Image of a succesful casual business woman using laptop during meeting

My son is going into the 5th grade this year. He’s been begging for an iPod (truth be told, an iPhone, but that ain’t gonna happen) for about a year. I’ve struggled with the request, not because I want to keep technology out of his hands, and really not even because I’m afraid it’ll be abused (it will), but mainly because I’ve been waiting for the school system to declare a standard.

When he was in Kindergarten, he was enrolled in a private school right across the street from the house. 6th – 8th graders had just been informed that they could submit 100% of their homework assignments digitally. It was a heady time, and I was excited to be a part of a forward-thinking school. But even though the school had a computer lab and the elementary kids got access to it, there was no real direction for getting the younger kids involved outside the school walls.
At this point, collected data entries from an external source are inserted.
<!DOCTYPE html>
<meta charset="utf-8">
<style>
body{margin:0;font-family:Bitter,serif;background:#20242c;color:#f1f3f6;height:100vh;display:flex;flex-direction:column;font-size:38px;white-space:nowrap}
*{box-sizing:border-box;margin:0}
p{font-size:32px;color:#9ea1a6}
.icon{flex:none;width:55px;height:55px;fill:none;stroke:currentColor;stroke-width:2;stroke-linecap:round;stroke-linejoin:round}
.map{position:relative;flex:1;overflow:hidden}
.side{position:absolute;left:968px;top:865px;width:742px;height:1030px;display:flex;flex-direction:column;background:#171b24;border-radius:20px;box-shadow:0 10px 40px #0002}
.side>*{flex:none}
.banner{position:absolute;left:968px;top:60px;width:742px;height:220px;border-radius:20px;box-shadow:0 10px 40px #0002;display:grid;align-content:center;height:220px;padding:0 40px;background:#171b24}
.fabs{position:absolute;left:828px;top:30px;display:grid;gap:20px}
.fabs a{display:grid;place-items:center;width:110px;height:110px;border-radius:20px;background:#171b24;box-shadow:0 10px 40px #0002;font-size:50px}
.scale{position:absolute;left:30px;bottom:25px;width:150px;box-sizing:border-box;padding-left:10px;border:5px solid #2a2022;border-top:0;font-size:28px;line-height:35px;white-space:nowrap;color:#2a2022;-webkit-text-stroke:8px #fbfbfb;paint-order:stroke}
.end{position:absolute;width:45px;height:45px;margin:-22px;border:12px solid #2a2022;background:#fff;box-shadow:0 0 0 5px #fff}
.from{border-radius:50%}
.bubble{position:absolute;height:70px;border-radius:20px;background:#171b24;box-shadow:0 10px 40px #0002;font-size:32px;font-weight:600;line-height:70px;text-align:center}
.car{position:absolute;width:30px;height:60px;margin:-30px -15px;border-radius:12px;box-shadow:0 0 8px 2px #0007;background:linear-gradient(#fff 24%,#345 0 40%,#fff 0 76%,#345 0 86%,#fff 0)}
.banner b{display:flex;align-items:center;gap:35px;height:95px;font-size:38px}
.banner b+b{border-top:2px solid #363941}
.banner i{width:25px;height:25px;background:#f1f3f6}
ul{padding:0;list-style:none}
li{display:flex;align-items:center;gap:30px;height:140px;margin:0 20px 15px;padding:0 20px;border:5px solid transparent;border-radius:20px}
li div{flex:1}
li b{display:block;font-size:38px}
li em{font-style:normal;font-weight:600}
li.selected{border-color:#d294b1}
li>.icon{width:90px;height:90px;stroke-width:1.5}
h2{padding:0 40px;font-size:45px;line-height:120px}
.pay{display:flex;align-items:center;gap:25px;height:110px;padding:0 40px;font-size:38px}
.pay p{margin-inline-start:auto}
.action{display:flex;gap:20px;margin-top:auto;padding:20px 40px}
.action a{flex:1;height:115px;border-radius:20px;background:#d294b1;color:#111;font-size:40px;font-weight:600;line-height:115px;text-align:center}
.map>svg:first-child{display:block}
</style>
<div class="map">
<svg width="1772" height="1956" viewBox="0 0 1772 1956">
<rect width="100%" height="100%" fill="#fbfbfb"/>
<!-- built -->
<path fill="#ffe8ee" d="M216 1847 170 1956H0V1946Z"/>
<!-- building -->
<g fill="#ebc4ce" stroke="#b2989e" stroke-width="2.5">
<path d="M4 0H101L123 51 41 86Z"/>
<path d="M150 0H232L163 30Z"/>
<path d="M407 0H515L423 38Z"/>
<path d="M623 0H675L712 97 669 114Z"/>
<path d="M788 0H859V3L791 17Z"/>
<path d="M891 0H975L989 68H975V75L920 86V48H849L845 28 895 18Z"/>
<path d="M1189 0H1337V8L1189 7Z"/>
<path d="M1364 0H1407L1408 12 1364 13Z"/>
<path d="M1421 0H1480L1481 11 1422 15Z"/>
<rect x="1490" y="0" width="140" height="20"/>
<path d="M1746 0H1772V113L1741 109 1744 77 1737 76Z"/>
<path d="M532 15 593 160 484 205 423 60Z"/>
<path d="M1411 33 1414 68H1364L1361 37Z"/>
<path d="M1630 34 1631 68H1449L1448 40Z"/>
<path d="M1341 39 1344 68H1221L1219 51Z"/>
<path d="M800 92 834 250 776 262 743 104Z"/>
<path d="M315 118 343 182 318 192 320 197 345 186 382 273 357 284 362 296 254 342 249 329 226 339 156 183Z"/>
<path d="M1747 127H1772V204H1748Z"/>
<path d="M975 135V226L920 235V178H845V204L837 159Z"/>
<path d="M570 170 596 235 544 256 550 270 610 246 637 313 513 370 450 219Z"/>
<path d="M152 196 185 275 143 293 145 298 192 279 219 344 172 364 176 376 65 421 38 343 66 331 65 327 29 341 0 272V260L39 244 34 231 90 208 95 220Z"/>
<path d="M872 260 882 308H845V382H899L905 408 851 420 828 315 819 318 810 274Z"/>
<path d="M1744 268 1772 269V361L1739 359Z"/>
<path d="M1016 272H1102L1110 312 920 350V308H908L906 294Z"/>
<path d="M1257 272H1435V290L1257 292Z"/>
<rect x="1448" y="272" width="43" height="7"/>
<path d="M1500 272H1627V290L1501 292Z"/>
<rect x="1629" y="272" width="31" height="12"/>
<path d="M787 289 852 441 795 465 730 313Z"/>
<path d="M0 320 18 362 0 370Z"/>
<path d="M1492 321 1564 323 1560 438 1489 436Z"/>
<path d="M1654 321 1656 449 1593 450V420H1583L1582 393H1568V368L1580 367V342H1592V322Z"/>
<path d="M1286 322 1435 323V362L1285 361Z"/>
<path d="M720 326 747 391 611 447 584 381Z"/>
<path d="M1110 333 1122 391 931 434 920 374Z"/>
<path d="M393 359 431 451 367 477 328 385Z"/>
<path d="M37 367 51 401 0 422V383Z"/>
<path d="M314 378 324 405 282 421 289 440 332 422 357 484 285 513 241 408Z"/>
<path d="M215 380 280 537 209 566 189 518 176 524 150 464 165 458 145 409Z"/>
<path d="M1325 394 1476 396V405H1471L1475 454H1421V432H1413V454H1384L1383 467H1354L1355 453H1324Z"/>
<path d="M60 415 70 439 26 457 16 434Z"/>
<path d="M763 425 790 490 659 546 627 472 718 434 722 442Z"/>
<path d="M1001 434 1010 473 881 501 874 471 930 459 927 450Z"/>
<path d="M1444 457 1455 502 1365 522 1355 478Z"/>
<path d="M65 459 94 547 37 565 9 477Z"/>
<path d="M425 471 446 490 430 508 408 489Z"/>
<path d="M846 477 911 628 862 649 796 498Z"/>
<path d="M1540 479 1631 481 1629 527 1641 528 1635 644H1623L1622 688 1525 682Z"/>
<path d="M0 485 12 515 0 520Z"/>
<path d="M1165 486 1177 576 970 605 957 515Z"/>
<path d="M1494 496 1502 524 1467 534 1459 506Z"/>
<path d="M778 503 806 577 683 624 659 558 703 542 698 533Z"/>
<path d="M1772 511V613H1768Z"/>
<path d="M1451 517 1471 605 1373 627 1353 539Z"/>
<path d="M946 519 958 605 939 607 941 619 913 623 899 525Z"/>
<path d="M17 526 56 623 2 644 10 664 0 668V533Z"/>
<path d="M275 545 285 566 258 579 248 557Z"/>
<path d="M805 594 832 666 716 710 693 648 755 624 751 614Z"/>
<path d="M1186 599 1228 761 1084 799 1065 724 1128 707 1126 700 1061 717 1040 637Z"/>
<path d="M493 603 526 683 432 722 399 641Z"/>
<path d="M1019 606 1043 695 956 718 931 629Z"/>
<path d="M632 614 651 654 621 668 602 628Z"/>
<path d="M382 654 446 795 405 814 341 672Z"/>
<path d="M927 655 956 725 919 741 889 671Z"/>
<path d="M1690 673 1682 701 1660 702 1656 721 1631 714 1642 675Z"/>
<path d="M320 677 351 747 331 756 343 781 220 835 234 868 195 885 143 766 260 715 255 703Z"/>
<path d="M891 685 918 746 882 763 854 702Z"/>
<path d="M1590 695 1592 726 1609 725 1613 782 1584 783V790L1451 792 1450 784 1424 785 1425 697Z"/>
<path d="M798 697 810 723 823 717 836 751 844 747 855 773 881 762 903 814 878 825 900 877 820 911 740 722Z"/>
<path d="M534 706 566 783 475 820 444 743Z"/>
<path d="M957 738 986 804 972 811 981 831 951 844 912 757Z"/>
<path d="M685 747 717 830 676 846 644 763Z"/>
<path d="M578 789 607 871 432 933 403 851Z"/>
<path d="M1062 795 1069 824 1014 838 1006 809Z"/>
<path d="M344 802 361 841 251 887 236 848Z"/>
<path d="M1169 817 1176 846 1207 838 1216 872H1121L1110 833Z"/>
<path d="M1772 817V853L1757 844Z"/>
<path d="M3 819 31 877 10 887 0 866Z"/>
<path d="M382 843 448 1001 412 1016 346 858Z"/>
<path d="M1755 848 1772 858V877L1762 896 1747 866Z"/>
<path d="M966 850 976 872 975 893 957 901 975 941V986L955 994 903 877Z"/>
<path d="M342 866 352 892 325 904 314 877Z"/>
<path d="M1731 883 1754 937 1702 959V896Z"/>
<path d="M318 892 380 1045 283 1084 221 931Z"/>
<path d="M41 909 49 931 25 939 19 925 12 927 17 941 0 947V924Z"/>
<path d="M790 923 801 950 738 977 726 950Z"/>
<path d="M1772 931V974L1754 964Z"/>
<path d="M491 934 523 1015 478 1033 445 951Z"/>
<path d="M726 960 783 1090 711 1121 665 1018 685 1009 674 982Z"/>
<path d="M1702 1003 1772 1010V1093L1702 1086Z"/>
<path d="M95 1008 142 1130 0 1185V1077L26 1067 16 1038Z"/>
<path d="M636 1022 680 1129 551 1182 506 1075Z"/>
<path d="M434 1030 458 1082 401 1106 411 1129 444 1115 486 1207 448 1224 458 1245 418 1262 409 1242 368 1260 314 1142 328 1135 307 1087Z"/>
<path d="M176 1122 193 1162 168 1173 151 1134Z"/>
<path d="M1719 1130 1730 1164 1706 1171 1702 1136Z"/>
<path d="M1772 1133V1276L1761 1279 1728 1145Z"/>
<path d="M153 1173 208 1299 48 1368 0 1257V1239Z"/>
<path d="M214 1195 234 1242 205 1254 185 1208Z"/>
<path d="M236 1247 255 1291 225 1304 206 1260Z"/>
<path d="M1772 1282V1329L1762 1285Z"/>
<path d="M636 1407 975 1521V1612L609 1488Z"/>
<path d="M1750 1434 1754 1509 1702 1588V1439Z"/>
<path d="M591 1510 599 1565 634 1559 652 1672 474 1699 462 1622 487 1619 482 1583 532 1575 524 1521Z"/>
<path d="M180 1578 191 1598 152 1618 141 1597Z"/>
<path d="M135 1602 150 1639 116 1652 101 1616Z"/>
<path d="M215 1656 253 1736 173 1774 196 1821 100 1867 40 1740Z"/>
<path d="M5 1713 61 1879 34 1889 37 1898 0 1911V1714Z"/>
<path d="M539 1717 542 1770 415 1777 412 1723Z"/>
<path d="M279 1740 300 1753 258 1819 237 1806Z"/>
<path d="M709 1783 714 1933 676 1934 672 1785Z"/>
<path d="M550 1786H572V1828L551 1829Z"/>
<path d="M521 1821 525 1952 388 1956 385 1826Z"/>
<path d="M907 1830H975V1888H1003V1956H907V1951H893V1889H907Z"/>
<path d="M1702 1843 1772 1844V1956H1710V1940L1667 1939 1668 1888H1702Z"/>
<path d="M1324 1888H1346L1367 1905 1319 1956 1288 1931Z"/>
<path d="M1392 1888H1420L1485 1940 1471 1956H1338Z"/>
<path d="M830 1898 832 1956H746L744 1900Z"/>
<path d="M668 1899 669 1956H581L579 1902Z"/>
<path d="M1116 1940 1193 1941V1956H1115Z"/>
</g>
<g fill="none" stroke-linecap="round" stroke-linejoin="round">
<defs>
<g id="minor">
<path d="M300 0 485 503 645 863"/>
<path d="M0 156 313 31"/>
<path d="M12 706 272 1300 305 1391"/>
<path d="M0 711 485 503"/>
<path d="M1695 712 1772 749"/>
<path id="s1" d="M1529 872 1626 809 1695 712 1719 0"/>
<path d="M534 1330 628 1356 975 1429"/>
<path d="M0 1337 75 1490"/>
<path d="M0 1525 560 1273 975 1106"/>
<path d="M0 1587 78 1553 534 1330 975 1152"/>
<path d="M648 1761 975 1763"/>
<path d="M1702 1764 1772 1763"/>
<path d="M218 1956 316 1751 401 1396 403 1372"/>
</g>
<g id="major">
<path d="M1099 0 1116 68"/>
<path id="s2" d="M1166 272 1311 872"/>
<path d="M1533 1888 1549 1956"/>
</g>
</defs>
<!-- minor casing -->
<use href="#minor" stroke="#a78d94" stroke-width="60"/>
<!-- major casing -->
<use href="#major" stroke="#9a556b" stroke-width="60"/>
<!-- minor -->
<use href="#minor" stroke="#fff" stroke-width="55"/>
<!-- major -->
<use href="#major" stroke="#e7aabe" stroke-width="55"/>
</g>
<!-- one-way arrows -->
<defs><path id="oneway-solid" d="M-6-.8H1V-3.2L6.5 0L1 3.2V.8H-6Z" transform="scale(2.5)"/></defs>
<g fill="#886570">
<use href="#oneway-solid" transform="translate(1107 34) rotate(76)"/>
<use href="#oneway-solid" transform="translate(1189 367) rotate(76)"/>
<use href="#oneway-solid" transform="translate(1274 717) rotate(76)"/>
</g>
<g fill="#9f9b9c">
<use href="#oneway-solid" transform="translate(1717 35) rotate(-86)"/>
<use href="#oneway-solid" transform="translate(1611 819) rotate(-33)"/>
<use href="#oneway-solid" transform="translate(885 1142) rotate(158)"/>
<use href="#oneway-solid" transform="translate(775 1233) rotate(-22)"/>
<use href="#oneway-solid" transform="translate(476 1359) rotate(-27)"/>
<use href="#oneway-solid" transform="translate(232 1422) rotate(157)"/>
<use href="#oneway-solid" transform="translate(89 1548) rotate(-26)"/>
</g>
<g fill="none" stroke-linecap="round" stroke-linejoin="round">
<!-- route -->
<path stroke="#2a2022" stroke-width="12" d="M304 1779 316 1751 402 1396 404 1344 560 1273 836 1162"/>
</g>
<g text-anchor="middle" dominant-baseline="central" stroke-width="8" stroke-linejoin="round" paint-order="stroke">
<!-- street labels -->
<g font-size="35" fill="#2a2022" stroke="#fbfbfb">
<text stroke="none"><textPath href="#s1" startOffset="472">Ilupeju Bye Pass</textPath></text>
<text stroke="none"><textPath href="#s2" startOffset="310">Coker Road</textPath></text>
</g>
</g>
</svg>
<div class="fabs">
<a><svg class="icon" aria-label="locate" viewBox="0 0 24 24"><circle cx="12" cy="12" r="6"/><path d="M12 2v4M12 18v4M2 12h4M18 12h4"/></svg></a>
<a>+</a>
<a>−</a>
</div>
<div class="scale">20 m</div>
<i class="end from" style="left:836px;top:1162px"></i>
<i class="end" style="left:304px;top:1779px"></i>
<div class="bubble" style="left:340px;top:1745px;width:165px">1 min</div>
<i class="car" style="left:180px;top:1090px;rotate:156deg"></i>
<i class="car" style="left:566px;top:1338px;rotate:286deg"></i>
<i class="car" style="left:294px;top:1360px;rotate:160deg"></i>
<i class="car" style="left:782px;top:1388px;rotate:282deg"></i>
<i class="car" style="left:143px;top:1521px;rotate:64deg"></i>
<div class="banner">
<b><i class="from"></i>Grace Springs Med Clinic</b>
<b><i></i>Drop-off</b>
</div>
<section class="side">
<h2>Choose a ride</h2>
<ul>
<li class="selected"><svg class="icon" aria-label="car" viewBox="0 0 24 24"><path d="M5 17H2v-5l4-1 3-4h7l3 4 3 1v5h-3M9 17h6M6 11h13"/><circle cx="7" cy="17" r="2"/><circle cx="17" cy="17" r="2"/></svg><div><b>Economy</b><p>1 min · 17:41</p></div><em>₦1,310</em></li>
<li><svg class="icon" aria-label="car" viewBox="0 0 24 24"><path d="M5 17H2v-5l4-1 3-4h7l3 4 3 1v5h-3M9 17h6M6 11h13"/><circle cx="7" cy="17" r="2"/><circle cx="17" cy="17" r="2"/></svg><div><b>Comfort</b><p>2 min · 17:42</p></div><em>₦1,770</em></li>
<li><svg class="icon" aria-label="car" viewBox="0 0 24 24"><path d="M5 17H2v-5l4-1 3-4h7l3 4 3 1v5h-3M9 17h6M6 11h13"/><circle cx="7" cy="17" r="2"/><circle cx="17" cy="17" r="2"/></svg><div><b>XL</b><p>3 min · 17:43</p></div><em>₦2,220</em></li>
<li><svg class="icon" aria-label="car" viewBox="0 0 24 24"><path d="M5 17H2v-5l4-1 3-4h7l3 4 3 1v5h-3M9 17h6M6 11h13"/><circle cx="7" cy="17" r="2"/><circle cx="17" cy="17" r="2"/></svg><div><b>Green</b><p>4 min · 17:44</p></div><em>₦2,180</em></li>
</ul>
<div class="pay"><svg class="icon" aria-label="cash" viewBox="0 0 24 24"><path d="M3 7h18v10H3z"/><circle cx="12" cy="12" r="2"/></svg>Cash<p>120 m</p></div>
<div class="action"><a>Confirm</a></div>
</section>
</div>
In 2nd grade, we moved him to public schools, where there was actually a program in place for kids to use iPads and Android tablets to access a few school-sanctioned apps. He enjoyed it, and I ended up giving him my old Kindle Fire to help sharpen his math skills…and watch Netflix late into the night. He is, after all, still a kid.

But now we find ourselves in a tech conundrum. He’s getting to the age where REPORTS will be due, and the idea of banging out a multi-paragraph document on an on-screen keyboard just makes me itchy. The idea of buying him multiple devices makes me itchier.

Sure, there are external keyboards for iPads, and ChromeBook is almost a compelling option, but what about app support? He’s in a school system that has actually licensed Office 365 for students, and I’d hate to leave that power on the table and force him to use a web-only experience, even if that might be the eventual future.

Windows 10 Anniversary Update drops today, and with it come new features that may have just answered the question of “what’s the next device?” for us.

Ask a kid to enter a math problem in Excel. Or even Calculator. What works well on paper doesn’t always translate well into an on-screen experience, and I know I’ve personally spent time with a sheet of paper trying to translate my math problem into something the computer could understand. But what if you could just write it on the screen and let the computer figure it out?

What if you could write sheet music like that?

Windows Ink brings these simple-with-a-pencil tasks to the computer, along with Sticky Notes that the system can recognize and turn into calendar events, integration with Microsoft Office apps, and even Microsoft Edge. Much of this is directly targeted at the Education space, which is getting some love from the cloud services arena, too, with the development of School Data Sync, Office Forms, and Microsoft Classroom.

Now I just have to convince my wife.